| EXERCISE AIM |
After finding the line containing "Convert the screen" below, please output that line and each following one through the line containing "Build a gazetteer", exactly as written.
▼
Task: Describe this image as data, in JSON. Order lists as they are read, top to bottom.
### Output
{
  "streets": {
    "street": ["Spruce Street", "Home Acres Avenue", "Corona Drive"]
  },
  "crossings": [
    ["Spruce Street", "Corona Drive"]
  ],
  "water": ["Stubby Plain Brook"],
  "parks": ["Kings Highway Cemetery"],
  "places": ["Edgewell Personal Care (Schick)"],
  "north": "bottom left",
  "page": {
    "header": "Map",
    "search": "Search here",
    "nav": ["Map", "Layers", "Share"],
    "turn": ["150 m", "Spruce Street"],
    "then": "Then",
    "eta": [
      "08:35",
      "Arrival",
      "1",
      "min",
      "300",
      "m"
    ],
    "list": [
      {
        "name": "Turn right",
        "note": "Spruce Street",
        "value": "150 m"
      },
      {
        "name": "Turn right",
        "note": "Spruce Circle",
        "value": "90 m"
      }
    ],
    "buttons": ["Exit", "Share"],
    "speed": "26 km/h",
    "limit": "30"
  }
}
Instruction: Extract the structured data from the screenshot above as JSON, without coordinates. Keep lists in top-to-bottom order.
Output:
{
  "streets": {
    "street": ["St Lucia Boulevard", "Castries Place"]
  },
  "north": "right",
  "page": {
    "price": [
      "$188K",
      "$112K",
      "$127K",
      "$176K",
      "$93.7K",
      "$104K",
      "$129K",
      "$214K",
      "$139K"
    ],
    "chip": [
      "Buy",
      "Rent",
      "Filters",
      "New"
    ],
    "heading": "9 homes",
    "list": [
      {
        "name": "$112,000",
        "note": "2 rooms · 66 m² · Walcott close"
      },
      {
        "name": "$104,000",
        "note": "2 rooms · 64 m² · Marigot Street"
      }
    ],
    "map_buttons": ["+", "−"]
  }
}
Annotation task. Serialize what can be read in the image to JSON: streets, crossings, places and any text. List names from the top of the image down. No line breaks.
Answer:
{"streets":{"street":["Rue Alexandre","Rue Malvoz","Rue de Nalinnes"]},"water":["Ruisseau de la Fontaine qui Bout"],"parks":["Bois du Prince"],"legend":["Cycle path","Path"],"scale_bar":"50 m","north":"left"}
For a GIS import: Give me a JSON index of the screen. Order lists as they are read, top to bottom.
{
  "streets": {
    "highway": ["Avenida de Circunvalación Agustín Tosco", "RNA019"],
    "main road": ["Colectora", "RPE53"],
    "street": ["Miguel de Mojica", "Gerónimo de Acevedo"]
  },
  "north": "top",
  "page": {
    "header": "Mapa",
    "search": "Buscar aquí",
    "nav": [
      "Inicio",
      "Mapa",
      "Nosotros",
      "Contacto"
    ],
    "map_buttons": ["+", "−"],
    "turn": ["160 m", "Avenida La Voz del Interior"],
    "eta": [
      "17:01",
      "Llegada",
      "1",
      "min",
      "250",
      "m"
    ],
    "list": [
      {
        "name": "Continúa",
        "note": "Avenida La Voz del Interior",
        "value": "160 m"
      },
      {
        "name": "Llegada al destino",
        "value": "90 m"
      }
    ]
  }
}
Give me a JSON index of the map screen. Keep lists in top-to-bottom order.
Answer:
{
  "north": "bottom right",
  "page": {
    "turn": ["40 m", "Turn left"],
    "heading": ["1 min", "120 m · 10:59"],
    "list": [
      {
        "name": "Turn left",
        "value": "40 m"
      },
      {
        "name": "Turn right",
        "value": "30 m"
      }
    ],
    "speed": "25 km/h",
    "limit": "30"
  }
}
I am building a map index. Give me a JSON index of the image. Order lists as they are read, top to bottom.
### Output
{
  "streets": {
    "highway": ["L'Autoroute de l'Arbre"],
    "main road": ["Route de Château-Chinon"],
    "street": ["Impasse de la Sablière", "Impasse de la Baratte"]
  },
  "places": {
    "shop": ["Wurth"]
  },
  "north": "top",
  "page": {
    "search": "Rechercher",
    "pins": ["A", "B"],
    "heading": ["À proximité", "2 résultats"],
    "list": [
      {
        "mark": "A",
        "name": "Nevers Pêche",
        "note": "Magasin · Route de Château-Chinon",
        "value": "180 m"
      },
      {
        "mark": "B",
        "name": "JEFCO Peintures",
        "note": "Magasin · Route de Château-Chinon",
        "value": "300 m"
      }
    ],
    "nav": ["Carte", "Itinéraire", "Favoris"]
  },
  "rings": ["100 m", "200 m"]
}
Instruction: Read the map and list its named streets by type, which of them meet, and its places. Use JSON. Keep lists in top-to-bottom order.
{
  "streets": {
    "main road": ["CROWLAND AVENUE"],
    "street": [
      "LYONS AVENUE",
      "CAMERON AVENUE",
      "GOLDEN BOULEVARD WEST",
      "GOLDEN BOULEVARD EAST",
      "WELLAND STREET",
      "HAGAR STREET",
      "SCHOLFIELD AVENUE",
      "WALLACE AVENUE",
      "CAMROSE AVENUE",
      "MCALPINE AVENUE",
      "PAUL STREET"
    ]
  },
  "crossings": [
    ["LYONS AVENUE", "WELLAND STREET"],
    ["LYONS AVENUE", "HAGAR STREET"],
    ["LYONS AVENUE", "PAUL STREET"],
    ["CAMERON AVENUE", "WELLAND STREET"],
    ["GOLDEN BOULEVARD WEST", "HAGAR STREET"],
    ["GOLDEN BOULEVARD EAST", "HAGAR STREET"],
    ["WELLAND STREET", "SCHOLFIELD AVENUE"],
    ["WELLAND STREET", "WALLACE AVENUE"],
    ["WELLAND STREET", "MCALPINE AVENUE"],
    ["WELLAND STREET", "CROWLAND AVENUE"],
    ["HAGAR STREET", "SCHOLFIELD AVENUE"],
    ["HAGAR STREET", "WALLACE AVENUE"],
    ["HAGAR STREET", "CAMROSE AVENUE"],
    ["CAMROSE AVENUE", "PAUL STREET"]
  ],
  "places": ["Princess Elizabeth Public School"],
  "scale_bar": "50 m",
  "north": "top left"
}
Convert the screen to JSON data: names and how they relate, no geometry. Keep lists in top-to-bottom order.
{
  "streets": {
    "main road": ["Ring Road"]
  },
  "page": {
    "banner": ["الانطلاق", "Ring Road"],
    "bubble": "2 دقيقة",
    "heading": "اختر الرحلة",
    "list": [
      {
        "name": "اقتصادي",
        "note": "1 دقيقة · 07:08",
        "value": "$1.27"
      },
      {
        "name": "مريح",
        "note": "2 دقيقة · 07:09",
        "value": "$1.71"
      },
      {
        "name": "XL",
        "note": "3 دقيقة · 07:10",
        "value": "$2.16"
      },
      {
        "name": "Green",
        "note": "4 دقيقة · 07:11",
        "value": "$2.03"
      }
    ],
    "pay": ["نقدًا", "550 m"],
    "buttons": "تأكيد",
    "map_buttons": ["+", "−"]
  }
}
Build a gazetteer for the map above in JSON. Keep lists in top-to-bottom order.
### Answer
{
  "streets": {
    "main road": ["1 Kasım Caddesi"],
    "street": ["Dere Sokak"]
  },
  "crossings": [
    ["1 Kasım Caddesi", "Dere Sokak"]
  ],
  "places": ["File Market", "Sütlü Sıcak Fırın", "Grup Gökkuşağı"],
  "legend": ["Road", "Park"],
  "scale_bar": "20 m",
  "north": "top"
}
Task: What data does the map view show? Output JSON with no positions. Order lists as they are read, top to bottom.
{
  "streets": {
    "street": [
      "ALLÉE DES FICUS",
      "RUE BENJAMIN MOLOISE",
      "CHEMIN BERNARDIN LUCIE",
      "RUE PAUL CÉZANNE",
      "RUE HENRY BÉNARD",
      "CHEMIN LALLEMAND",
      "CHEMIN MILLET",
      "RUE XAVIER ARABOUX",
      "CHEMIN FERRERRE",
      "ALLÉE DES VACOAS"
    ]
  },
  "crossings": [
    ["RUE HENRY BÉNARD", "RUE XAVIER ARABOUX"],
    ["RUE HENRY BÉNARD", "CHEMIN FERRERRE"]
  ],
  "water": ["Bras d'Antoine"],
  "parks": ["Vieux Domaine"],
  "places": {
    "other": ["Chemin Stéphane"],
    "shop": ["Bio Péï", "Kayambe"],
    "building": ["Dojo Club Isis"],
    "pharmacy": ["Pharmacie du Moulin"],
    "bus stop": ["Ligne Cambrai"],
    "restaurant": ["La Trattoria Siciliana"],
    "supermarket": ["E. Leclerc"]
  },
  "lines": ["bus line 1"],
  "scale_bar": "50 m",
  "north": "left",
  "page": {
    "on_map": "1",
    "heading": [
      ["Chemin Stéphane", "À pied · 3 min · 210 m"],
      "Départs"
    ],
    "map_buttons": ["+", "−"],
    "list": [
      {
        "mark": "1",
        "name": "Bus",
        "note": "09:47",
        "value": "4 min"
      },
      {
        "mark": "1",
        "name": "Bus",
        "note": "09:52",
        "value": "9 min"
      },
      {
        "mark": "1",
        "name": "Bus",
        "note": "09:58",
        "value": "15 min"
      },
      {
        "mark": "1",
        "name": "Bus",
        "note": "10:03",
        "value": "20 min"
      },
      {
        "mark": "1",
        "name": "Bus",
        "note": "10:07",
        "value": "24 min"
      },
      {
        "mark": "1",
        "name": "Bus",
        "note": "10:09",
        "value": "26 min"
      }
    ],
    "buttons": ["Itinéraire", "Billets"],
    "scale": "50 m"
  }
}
▲
| PROBLEM SOLUTION |
Convert the screen to JSON data: names and how they relate, no geometry. Keep lists in top-to-bottom order.
{
  "streets": {
    "main road": ["Ring Road"]
  },
  "page": {
    "banner": ["الانطلاق", "Ring Road"],
    "bubble": "2 دقيقة",
    "heading": "اختر الرحلة",
    "list": [
      {
        "name": "اقتصادي",
        "note": "1 دقيقة · 07:08",
        "value": "$1.27"
      },
      {
        "name": "مريح",
        "note": "2 دقيقة · 07:09",
        "value": "$1.71"
      },
      {
        "name": "XL",
        "note": "3 دقيقة · 07:10",
        "value": "$2.16"
      },
      {
        "name": "Green",
        "note": "4 دقيقة · 07:11",
        "value": "$2.03"
      }
    ],
    "pay": ["نقدًا", "550 m"],
    "buttons": "تأكيد",
    "map_buttons": ["+", "−"]
  }
}
Build a gazetteer for the map above in JSON. Keep lists in top-to-bottom order.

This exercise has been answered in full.